-------- Data records --------

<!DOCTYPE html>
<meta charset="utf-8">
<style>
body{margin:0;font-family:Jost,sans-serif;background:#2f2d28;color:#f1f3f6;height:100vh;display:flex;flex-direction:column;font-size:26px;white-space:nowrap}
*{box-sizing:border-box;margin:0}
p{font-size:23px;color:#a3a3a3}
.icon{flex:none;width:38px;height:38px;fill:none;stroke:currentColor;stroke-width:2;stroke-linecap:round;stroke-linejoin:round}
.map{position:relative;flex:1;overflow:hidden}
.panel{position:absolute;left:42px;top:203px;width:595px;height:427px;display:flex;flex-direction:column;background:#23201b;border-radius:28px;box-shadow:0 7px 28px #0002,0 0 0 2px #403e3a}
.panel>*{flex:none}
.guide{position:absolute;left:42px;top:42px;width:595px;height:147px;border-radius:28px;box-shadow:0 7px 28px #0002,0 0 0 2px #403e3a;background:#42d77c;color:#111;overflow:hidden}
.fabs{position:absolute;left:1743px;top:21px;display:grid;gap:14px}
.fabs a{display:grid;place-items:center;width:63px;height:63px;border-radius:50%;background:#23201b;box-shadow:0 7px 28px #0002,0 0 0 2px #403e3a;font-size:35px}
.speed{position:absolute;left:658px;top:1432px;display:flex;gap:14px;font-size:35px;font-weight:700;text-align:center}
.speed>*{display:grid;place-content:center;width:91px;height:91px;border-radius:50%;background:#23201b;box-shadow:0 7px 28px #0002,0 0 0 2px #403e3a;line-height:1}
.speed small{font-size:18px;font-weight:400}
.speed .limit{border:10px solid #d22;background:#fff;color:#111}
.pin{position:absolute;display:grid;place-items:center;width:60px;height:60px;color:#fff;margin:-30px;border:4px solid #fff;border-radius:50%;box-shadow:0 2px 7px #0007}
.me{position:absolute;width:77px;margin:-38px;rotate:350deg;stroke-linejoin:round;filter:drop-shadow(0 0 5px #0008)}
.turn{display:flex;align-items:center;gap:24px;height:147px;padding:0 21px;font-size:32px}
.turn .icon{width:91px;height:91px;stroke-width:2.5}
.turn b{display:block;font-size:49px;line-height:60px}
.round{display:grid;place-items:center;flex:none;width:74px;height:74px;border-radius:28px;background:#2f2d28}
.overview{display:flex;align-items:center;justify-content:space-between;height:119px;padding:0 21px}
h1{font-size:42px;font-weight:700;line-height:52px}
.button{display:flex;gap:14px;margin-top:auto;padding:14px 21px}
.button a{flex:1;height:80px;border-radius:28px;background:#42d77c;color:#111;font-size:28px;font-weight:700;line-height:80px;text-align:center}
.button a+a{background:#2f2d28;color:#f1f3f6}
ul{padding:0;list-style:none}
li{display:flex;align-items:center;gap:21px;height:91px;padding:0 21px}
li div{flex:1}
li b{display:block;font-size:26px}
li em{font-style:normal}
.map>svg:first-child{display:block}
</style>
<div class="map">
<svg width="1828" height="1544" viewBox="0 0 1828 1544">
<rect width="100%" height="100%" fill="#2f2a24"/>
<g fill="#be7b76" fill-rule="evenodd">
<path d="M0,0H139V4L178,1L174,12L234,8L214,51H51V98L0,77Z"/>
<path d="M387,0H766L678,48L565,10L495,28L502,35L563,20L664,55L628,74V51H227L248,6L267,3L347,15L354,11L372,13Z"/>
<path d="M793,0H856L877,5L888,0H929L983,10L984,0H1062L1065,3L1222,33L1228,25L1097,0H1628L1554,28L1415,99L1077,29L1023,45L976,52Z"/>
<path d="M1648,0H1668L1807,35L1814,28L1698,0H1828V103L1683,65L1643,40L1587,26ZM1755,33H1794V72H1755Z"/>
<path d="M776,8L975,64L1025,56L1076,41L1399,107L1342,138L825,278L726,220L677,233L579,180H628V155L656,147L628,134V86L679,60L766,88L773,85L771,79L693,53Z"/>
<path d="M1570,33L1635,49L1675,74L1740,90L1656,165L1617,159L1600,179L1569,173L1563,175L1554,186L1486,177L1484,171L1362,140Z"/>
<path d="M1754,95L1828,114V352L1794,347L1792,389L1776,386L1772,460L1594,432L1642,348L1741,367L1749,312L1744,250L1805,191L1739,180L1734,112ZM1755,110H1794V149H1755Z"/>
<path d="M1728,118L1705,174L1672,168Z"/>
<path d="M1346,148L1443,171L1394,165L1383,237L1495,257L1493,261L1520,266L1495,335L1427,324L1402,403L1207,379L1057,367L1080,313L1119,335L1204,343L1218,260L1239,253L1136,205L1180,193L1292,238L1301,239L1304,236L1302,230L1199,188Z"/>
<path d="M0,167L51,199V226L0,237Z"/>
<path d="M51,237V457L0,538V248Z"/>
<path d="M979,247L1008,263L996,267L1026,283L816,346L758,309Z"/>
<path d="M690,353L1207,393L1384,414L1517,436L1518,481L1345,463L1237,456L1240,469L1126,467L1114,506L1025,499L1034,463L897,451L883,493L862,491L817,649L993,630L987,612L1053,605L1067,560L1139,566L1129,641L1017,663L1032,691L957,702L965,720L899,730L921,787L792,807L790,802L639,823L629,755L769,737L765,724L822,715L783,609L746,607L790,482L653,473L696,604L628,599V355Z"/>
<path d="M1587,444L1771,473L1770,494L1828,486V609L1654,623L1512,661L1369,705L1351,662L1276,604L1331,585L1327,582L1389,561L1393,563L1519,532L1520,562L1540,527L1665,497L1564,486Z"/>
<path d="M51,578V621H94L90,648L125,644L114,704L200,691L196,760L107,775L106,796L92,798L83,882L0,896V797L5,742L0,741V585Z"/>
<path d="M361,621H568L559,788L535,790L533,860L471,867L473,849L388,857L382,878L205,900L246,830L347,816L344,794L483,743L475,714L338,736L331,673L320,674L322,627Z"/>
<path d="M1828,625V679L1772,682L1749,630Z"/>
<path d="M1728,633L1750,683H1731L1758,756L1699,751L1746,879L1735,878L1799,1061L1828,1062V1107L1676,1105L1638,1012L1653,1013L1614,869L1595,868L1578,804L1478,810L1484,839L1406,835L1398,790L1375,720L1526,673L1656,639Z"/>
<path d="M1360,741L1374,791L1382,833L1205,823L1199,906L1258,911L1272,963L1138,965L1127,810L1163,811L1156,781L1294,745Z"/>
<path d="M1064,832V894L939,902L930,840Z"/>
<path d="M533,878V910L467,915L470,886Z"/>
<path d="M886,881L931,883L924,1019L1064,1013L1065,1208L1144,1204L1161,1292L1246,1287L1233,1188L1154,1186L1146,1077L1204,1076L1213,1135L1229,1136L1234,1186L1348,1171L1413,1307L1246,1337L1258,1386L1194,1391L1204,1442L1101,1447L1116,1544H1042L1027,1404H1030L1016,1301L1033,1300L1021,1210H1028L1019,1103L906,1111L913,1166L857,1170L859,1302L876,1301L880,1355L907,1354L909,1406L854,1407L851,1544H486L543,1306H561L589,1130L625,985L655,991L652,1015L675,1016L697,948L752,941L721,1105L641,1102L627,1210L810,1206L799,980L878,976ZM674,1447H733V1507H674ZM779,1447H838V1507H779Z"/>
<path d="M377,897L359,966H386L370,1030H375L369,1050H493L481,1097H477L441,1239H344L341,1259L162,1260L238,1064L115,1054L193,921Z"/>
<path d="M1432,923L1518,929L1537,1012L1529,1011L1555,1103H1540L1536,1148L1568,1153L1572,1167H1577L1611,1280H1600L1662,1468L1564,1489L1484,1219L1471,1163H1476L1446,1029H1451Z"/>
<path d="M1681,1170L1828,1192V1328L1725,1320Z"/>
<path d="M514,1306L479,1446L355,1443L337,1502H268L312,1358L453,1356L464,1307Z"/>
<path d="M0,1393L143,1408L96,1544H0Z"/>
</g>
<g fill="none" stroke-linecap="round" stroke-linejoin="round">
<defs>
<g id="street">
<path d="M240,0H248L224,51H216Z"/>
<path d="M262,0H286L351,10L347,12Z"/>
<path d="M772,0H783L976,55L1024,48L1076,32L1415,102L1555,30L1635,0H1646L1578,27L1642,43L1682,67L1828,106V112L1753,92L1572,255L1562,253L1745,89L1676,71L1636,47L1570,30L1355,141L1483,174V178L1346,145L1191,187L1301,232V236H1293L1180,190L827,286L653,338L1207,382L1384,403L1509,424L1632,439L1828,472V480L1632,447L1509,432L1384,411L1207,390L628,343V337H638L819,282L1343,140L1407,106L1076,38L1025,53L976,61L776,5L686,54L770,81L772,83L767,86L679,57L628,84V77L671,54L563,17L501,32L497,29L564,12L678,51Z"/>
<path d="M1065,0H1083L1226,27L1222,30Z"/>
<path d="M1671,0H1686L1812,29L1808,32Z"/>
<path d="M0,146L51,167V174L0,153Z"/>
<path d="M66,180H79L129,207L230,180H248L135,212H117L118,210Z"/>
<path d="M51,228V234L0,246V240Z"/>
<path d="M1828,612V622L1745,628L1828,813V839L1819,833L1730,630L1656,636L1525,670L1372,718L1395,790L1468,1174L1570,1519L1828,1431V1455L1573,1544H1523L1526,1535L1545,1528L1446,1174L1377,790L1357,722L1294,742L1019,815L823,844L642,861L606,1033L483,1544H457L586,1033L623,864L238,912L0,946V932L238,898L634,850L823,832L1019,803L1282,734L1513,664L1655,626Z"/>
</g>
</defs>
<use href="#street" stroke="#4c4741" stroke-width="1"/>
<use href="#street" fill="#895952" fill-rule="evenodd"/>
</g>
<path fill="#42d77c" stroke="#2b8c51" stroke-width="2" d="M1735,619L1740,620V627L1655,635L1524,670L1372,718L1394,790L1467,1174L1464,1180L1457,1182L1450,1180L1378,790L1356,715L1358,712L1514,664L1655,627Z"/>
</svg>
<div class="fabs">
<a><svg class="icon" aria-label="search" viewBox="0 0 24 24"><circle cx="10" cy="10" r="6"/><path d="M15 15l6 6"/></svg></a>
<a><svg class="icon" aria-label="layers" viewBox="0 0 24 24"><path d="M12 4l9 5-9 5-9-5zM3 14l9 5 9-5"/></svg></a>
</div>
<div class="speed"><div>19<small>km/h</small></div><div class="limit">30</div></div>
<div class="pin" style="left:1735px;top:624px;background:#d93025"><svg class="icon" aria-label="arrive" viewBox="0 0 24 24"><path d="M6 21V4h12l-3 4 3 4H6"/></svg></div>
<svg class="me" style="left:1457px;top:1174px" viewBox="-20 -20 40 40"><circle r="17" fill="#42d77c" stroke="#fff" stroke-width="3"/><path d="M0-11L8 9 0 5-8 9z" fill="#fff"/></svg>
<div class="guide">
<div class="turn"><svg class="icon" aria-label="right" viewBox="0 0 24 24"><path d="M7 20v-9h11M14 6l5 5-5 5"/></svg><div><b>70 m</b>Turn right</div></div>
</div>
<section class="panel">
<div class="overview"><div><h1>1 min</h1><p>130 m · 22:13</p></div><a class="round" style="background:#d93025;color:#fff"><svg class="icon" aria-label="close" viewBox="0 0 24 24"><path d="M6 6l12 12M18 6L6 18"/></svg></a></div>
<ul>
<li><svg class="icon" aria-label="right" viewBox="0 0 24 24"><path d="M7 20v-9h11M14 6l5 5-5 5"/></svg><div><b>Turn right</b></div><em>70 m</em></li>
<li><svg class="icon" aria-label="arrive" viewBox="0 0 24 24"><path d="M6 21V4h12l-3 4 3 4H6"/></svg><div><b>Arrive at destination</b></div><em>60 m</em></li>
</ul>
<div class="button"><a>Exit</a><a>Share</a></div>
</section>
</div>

--------

__Brief__:
Go through the material and copy each line that contains "linecap".

__Response to the exercise__:
.icon{flex:none;width:38px;height:38px;fill:none;stroke:currentColor;stroke-width:2;stroke-linecap:round;stroke-linejoin:round}
<g fill="none" stroke-linecap="round" stroke-linejoin="round">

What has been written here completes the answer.